As you can see, I am processing the captured streams in Handbrake so that iMovie can work with the captured content. It seems that the h.264 default encode option for .mp4 ("Xbox" option) in the Arcsoft program doesn't play nicely with iMovie. My guess is that it's because it's encoding in 60fps instead of an iMovie friendly 24/30fps. It's the same with the capture program available for the Mac.
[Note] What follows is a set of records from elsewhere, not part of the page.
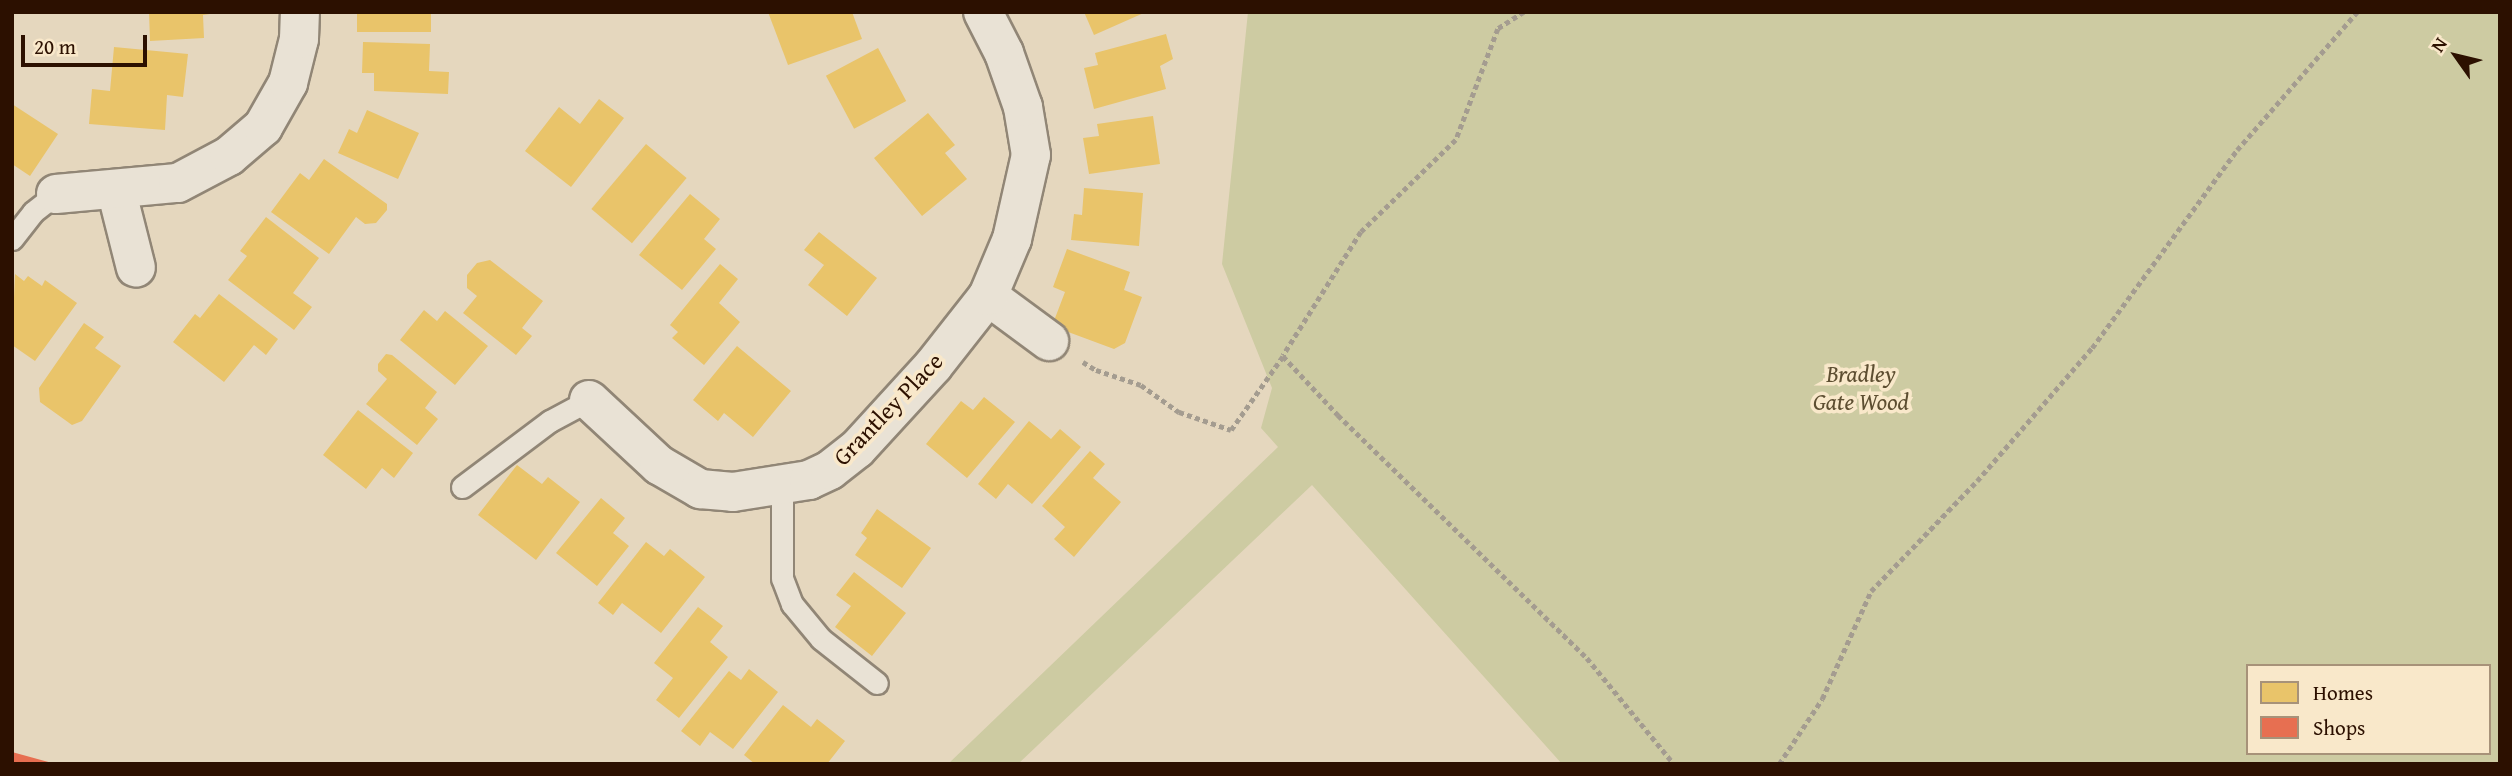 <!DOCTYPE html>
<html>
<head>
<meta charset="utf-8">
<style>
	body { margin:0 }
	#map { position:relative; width:2512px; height:776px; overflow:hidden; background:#e5d7be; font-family:"Gentium Book Plus",serif }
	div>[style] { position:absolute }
	.green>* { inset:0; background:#cdcba2 }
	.homes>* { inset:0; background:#e9c46a; transform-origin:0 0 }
	.shops>* { inset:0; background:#e76f51 }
	.path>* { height:4.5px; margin-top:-2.25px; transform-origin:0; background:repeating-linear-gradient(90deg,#a49c90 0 5px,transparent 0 8.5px) }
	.roads { filter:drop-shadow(2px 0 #918676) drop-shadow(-2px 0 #918676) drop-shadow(0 2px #918676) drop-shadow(0 -2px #918676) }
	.lane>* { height:21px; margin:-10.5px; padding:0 10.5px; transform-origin:10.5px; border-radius:10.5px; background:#e9e2d5 }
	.street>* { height:38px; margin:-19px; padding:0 19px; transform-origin:19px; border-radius:19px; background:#e9e2d5 }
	span { translate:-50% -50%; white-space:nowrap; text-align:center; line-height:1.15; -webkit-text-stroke:7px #f9e8ca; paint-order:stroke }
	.park-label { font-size:24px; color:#5d4e31; font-style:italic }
	.street-label { font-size:24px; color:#2c1000 }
	.frame { position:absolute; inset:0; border:14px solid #2c1000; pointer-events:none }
	.legend { position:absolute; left:2246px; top:664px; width:245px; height:91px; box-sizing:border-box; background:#f9e8ca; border:2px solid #a79279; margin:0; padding:9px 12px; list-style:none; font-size:21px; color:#2c1000 }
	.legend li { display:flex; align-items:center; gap:14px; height:35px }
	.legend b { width:35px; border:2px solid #a79279 }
	.north { position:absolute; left:2421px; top:21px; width:70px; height:70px; -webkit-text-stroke:5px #f9e8ca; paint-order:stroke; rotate:304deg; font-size:19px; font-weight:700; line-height:28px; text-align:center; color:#2c1000 }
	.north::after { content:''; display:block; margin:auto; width:24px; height:32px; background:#2c1000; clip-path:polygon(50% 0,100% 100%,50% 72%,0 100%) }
	.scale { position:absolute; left:21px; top:35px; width:126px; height:32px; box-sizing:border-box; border:4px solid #2c1000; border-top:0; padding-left:9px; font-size:21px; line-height:24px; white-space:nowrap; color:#2c1000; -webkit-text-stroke:5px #f9e8ca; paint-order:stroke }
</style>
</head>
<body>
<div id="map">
	<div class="green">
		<div style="clip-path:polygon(evenodd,1248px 12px,2500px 12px,2500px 764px,1562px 764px,1312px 485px,1018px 764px,948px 764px,1278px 447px,1261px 428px,1272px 388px,1222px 264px,1248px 12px,2248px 666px,2489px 666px,2489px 753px,2248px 753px,2248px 666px)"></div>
	</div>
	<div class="homes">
		<div style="clip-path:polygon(149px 12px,210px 12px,210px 14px,203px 15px,204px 38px,150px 41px)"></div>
		<div style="left:357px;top:12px;width:74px;height:20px"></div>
		<div style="clip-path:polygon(768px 12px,852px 12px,862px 39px,788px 65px)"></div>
		<div style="clip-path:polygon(1084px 12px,1146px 12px,1094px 35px)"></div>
		<div style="clip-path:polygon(1166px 34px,1173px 59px,1160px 66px,1166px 89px,1094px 109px,1084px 68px,1098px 65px,1095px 53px)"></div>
		<div style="clip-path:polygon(363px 42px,430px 44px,429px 71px,449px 72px,448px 94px,374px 91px,374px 73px,362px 73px)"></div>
		<div style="clip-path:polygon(114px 47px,188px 54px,183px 97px,167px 95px,165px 130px,89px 124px,92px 89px,110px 91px)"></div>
		<div style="left:878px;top:48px;width:60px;height:59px;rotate:62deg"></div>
		<div style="clip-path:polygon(599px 99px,624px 118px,571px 187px,525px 151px,559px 107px,580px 124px)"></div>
		<div style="clip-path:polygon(12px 104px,58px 134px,30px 176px,12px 164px)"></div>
		<div style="clip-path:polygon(367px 110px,419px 133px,398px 179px,338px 153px,349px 129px,357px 133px)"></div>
		<div style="clip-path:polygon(928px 113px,955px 145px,945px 153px,967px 179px,922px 216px,874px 158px)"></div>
		<div style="clip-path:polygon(1153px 116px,1160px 164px,1089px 174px,1083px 138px,1099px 136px,1097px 124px)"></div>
		<div style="left:646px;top:144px;width:53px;height:85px;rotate:40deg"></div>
		<div style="clip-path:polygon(324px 159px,387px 204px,387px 210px,376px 223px,365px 224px,356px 217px,329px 254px,271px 212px,300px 173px,309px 180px)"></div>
		<div style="clip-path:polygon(1084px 188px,1143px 193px,1139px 246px,1071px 240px,1074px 214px,1082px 215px)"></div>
		<div style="clip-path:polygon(690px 194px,720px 219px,704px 239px,716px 249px,682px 290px,639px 255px)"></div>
		<div style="clip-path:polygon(266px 217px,319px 258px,293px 293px,312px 307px,294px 330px,228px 280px,247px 256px,240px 251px)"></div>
		<div style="clip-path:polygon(819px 232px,877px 278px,847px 316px,808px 285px,824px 265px,804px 250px)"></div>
		<div style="clip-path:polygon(1067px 249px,1130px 272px,1124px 290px,1142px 297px,1125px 343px,1114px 349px,1052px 326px,1065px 292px,1053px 287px)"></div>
		<div style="clip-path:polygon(490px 260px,543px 301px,522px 328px,532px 336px,516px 355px,463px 313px,477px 296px,467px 288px,467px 275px,477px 263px)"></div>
		<div style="clip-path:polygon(720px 264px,738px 279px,719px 303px,740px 322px,704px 365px,672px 338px,678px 332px,670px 325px)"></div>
		<div style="clip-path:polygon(15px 274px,24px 281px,28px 276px,42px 286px,45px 280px,77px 303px,35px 361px,12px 345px)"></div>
		<div style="clip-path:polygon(219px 294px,278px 339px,266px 355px,254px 345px,224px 382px,173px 342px,195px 314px,200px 318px)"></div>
		<div style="clip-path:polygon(424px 310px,437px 321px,445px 311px,488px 346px,455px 385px,400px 340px)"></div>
		<div style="clip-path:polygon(84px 323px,104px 337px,95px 348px,121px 366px,82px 421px,72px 425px,40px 402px,39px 388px)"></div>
		<div style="clip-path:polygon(737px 346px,791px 391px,753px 437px,724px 413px,718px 421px,693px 400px)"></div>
		<div style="clip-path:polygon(386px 354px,392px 355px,437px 392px,425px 408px,438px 419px,417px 445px,366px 404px,387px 379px,378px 371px,378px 364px)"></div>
		<div style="clip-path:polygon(984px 397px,1015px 422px,967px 478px,926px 444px,961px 401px,973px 410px)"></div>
		<div style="clip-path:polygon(358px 410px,413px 453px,394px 478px,382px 468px,366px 489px,323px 455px)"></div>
		<div style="clip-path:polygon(1029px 421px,1051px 439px,1060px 429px,1081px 447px,1032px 504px,1008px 484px,996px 499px,978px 484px)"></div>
		<div style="clip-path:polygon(1090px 451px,1105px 464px,1093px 478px,1121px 502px,1074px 557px,1054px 539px,1065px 527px,1042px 506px)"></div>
		<div style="clip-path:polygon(517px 465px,542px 484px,548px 477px,580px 502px,536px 560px,478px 515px)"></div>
		<div style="clip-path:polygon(601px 498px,625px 518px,613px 533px,629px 546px,597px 586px,556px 553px)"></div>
		<div style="clip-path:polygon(877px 509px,931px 548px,902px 588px,855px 555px,867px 538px,861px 533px)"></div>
		<div style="clip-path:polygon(646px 542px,664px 556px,670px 549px,705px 577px,661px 633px,622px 603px,613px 615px,598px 603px)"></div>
		<div style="clip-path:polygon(854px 572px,906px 613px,872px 656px,835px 627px,851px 606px,836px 595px)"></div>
		<div style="clip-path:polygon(698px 607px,723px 626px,710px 642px,728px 657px,679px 718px,656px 700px,673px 678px,654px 663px)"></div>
		<div style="clip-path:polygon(749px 669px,778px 692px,733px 749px,710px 732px,700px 746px,681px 731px,729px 671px,741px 680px)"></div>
		<div style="clip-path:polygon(783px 705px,811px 727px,817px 719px,845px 741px,827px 764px,755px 764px,744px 755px)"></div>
	</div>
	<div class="shops">
		<div style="clip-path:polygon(12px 752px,52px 763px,52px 764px,12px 764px)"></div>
	</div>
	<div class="path">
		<div style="left:1524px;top:12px;width:31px;rotate:147deg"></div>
		<div style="left:1498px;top:29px;width:119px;rotate:110.7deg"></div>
		<div style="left:1456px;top:140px;width:132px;rotate:135.9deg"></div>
		<div style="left:1361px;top:232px;width:146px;rotate:122.2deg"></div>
		<div style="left:1283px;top:356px;width:81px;rotate:47deg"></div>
		<div style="left:1338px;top:415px;width:348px;rotate:44.3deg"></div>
		<div style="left:1587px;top:658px;width:137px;rotate:50.6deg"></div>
		<div style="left:1083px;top:362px;width:15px;rotate:32deg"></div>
		<div style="left:1096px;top:370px;width:47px;rotate:18.4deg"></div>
		<div style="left:1141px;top:385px;width:47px;rotate:35.4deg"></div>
		<div style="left:1179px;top:412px;width:55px;rotate:19.1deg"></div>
		<div style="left:1231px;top:430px;width:90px;rotate:-54.9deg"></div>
		<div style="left:1779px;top:764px;width:78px;rotate:-56.5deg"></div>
		<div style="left:1822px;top:699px;width:119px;rotate:-65.6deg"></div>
		<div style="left:1871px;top:591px;width:153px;rotate:-46.1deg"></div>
		<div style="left:1977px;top:481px;width:176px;rotate:-49.2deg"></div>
		<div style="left:2092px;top:348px;width:245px;rotate:-53.8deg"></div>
		<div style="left:2237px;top:150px;width:183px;rotate:-49deg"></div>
	</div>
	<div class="roads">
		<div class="lane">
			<div style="left:12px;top:239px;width:34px;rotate:-52deg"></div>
			<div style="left:33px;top:212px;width:29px;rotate:-38deg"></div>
			<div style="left:782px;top:485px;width:93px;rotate:90deg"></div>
			<div style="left:782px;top:578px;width:28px;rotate:69deg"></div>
			<div style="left:792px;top:604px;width:45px;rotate:50.4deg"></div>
			<div style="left:821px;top:639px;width:71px;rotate:38.2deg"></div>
			<div style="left:462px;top:487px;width:110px;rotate:-36.9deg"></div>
			<div style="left:550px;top:421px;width:44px;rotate:-28.3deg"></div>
		</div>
		<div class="street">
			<div style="left:116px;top:189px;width:81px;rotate:75.8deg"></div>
			<div style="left:56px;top:194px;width:122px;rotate:-5.2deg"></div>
			<div style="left:178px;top:183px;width:58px;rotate:-27.9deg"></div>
			<div style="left:229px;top:156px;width:45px;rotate:-40.5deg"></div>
			<div style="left:263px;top:127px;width:51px;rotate:-60.4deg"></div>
			<div style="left:288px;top:83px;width:45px;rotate:-76deg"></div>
			<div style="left:299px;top:39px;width:27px;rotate:-88deg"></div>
			<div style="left:988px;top:296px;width:76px;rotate:36.4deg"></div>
			<div style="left:589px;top:400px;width:96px;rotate:42.9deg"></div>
			<div style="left:659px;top:465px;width:48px;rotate:30.3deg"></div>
			<div style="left:700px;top:489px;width:33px;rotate:5deg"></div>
			<div style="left:733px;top:492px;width:77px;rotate:-9deg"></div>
			<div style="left:809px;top:480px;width:23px;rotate:-25deg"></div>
			<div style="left:830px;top:470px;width:34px;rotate:-38deg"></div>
			<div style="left:857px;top:449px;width:113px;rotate:-47.5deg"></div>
			<div style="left:933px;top:366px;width:89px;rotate:-51.8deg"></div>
			<div style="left:988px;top:296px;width:62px;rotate:-67.2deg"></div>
			<div style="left:1012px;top:239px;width:86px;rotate:-77.3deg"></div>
			<div style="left:1031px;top:155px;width:49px;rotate:-99.5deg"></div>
			<div style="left:1023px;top:107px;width:57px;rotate:-109.4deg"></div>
			<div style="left:1004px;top:53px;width:46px;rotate:-117.1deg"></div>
		</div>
	</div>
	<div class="park-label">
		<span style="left:1861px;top:388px">Bradley<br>Gate Wood</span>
	</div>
	<div class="street-label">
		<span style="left:888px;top:409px;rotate:-46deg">Grantley Place</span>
	</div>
	<div class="frame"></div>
	<ul class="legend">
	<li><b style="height:19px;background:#e9c46a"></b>Homes</li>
	<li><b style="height:19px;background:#e76f51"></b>Shops</li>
	</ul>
	<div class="north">N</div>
	<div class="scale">20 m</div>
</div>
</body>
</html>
Forgot the exact name of it but it exhibits the same stuttering during playback in iMovie and almost all players for whatever reason when it's converted from .m2ts to .mp4. Puzzling to say the least and I will look into this in more detail when I have more time but right now, I'm opting to output the HD PVR stream to a .TS h.264 format and then convert that .TS file to a 29.97fps MP4 h.264 file.

Now, I've learned the hard way that h.264 doesn't actually play all that nice with iMovie. Something about it being a compressed playing format instead of an editing friendly format. iMovie needs to decode on the fly while I'm editing these h.264 clips and it really makes the program feel ... laggy. I am going to try to just convert the clips that I'm going to use in the project to see if that will help but I think it's going to just do what I'm trying to avoid - use AIC and it's HUGE file sizes. After going through capturing, encoding to only reencode again to application friendly format is making me go nuts.

I believe I can skip the whole Handbrake part but that requires additional investment in my part - Final Cut Pro X. I believe it can edit .ts/.m2ts files directly and rendering those h.264 files might be a bit faster in FCPX than iMovie but I have no proof of this. That and well ... it'll cost me money. Ugh. But yeah ... right now, this is where I am now and it's driving me nuts.